Ma c’è chi lavora, da un lato, per staccare il Pd dall’alleanza strategica con quel che resta dei “grillini”; e dall’altro per spingere a destra, fuori dall’area di governo, Fratelli d’Italia e la fazione della Lega che segue Salvini. Nello spazio così creato potrebbero convergere i reduci di Forza Italia e vari segmenti che si rappresentano come liberal-democratici, dai renziani fino a +Europa, magari anche il “partito dei governatori” d’impronta leghista: varie sfumature moderate e, chissà, in qualche caso persino riformiste.
Di sicuro non sono gruppi e personaggi abituati ad andare d’accordo tra loro, ma ecco la novità, se possiamo chiamarla così.

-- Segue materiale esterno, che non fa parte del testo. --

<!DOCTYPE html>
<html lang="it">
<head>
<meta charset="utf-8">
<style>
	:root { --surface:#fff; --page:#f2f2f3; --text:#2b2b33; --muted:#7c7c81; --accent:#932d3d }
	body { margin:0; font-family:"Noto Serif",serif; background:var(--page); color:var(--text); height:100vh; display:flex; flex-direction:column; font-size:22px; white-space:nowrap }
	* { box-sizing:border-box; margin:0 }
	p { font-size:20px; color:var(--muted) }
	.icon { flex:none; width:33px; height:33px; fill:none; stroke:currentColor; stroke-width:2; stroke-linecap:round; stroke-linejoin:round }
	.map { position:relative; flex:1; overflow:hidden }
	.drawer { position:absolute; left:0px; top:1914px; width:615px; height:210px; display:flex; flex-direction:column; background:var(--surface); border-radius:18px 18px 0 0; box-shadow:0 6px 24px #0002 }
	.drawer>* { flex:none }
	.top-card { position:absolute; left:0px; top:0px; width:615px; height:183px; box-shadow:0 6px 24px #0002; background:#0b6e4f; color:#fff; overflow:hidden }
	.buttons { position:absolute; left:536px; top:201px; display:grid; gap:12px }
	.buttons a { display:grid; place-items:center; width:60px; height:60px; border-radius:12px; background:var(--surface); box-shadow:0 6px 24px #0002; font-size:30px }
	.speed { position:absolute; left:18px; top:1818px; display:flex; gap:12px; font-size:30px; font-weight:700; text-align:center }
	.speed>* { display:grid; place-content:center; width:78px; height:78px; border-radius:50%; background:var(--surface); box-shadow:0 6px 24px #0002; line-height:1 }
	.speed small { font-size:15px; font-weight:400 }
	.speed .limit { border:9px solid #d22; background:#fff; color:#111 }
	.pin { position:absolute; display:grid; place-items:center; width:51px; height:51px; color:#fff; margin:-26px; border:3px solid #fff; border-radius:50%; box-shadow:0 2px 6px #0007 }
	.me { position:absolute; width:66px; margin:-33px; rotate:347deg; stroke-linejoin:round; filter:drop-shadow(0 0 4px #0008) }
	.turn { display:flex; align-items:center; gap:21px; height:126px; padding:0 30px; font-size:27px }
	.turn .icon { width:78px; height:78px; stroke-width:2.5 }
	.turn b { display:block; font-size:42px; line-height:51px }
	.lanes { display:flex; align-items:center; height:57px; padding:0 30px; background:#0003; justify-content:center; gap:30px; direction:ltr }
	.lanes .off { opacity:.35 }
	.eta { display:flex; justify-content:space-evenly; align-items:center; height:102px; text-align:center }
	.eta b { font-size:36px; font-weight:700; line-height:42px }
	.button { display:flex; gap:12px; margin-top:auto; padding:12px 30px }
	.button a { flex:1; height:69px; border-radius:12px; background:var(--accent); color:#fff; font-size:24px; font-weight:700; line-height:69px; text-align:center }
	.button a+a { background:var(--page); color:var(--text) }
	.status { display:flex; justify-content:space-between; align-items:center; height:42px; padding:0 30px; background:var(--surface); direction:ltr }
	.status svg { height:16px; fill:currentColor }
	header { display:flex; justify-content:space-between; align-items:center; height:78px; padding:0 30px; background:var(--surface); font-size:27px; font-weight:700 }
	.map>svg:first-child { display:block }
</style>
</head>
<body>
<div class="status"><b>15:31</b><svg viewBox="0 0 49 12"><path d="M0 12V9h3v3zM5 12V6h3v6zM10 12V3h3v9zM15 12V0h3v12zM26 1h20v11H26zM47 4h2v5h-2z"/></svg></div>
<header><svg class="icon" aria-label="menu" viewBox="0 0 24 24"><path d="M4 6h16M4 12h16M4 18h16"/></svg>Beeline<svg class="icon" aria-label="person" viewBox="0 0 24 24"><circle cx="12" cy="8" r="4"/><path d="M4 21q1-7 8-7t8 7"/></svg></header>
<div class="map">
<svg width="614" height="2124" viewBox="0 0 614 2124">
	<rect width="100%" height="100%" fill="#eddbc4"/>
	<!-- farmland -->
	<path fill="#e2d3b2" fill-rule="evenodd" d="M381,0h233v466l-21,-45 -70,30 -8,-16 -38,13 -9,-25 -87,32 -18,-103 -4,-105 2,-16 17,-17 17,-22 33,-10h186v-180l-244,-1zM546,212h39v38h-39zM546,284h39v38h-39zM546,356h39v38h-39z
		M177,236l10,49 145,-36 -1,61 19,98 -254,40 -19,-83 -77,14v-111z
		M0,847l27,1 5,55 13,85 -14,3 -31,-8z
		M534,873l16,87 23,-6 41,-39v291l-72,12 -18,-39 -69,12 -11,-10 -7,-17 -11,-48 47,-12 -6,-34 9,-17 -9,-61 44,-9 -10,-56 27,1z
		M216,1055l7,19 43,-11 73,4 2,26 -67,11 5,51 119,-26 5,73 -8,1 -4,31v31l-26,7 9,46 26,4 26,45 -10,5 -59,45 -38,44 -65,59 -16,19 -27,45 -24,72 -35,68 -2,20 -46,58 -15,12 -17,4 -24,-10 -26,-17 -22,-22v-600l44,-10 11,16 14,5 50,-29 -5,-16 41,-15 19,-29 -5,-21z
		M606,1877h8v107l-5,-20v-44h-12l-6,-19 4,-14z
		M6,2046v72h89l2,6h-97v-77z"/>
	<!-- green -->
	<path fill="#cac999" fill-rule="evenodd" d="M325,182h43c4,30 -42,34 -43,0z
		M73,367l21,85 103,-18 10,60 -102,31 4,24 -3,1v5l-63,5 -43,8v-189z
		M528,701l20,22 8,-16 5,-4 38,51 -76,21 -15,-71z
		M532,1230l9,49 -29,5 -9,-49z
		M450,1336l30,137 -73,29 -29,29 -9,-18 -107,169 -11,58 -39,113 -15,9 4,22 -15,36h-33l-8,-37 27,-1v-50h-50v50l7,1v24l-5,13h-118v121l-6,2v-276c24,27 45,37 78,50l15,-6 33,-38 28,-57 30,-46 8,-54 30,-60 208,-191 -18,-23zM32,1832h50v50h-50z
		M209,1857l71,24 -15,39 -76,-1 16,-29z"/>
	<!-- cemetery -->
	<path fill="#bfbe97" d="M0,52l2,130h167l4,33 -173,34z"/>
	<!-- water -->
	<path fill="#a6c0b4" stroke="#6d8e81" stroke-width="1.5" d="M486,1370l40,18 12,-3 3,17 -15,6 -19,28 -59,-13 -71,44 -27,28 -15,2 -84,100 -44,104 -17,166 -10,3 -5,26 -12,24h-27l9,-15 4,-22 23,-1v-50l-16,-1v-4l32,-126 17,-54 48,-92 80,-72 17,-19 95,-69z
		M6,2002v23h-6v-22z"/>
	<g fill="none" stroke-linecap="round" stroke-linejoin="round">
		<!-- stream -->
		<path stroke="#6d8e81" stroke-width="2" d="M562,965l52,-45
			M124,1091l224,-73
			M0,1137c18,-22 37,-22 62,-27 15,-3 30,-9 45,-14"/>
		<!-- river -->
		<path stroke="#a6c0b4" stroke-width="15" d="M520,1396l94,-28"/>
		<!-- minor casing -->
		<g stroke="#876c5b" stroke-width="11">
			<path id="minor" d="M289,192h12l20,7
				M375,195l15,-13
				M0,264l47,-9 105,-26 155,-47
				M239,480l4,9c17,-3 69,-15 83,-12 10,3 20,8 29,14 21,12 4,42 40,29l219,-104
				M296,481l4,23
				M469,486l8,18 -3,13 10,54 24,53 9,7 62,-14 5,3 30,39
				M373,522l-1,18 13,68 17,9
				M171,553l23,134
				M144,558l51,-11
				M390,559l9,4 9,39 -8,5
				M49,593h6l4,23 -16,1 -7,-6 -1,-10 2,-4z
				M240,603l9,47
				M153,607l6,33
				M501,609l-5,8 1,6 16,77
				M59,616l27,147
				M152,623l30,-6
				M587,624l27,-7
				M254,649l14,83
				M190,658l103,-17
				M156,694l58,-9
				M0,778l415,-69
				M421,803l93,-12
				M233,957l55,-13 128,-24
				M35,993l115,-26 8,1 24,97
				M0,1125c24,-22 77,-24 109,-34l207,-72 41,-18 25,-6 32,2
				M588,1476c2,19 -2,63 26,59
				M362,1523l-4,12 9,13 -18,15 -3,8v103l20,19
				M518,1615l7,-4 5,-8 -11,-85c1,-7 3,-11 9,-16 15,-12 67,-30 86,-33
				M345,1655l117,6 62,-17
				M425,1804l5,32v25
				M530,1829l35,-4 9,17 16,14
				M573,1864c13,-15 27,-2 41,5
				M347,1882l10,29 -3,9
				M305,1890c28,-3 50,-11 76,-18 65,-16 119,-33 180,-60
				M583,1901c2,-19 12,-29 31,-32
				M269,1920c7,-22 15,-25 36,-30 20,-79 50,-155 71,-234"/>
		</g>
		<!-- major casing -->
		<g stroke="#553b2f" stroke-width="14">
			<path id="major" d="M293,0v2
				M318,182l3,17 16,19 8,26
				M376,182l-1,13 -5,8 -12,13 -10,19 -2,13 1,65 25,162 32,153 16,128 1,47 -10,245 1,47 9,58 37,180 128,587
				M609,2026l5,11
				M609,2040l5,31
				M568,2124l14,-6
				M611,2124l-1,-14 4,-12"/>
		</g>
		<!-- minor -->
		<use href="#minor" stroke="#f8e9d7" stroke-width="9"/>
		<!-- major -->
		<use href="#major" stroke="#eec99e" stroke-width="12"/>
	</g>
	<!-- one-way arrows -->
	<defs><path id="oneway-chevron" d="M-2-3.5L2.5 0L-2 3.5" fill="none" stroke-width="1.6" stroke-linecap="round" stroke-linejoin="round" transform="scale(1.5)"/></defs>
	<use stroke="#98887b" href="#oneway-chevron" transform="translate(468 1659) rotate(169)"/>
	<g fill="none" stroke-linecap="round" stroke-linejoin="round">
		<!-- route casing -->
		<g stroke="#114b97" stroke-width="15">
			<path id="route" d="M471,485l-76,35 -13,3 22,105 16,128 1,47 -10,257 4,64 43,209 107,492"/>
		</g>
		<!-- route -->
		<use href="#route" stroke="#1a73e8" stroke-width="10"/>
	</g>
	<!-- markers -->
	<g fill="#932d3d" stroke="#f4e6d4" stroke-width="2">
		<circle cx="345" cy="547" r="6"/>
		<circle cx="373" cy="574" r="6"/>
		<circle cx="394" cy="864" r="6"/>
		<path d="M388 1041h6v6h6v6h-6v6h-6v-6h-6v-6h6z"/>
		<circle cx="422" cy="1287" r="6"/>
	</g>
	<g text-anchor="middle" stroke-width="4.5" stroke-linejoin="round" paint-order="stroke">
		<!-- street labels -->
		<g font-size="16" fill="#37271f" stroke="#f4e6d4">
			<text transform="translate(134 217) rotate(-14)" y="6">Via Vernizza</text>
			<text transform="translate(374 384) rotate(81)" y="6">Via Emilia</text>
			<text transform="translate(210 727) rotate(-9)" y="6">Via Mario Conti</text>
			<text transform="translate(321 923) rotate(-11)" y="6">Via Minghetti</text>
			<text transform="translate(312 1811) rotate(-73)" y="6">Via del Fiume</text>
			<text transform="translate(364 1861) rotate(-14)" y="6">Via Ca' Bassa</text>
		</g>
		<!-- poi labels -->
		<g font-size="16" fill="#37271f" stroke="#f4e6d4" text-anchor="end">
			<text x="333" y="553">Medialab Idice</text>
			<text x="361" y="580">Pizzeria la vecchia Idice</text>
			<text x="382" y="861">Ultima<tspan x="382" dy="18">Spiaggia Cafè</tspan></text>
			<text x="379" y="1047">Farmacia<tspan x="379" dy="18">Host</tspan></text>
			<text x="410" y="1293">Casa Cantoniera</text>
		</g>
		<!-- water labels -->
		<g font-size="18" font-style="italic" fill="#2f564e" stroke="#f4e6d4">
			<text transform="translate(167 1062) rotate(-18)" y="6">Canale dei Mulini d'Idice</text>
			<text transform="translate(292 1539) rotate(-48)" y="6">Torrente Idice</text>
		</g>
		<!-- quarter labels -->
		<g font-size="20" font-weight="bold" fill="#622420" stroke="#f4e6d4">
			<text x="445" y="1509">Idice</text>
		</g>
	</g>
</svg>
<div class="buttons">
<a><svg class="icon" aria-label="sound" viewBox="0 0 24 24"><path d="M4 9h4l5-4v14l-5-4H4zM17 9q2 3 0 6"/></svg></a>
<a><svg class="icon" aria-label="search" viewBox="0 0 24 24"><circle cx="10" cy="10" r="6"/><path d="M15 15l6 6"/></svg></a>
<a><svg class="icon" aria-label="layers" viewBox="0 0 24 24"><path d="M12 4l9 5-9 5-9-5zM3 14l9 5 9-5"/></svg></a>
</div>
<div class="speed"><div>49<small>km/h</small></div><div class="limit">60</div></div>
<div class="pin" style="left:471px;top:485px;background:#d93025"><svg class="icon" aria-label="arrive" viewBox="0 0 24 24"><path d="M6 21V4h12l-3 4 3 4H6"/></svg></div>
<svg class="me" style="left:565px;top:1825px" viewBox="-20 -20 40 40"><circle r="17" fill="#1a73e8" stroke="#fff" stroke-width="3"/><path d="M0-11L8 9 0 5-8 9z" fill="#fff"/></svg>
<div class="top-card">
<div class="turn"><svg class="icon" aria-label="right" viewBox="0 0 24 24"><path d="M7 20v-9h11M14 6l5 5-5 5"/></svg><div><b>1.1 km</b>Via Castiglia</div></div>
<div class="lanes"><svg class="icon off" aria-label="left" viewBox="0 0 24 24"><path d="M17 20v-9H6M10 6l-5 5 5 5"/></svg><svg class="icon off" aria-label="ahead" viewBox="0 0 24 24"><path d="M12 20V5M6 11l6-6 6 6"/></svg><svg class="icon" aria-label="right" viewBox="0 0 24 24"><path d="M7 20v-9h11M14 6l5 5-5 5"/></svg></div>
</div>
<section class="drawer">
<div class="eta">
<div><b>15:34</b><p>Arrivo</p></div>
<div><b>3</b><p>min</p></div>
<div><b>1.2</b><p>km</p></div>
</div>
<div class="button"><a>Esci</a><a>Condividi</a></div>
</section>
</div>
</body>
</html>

Questo raggruppamento assai eterogeneo, forse troppo, dovrebbe diventare il partner privilegiato di un Pd che non abbandona del tutto il M5S al suo destino, ma lo tratta da alleato minore, di fatto un vassallo.
E poiché l’equilibrio sarebbe instabile — figlio di un sistema di cui abbiamo appena sperimentato la precarietà nei giorni del Quirinale — , si chiederebbe a Draghi di continuare la sua opera a Palazzo Chigi alla testa non più di una maggioranza di “larghe intese”, ma di una coalizione politica. Certo, il premier non sarebbe coinvolto nei giochi elettorali dei partiti, ma diventerebbe il punto di riferimento dei gruppi “centristi” con il sostanziale consenso del Pd.
È, come si vede, un piano complicato e ancora confuso, senza dubbio con pochi precedenti.
Presuppone una legge elettorale proporzionale, senza la quale le ambizioni “centriste” rimarrebbero solo sogni. In secondo luogo, il Pd dovrebbe fare buon viso a cattivo gioco: da un lato puntare, come è ovvio, a essere il primo partito nel nuovo Parlamento; e al tempo stesso rinunciare a esprimere il presidente del Consiglio, perché solo con tale sacrificio la coalizione nascerebbe con un minimo di equilibrio e con un profilo adeguato ai momenti tempestosi che ci attendono.
C’è molta strada da fare prima di realizzare un simile progetto, che tuttavia non è privo di logica. Non avrebbe infatti molto senso trattenere Draghi a Palazzo Chigi, in luogo di eleggerlo al Quirinale, per congedarlo pochi mesi dopo. Viceversa, un disegno che gli permetta di restare più a lungo alla guida del paese può essere condiviso o no, ma almeno è un’operazione politica.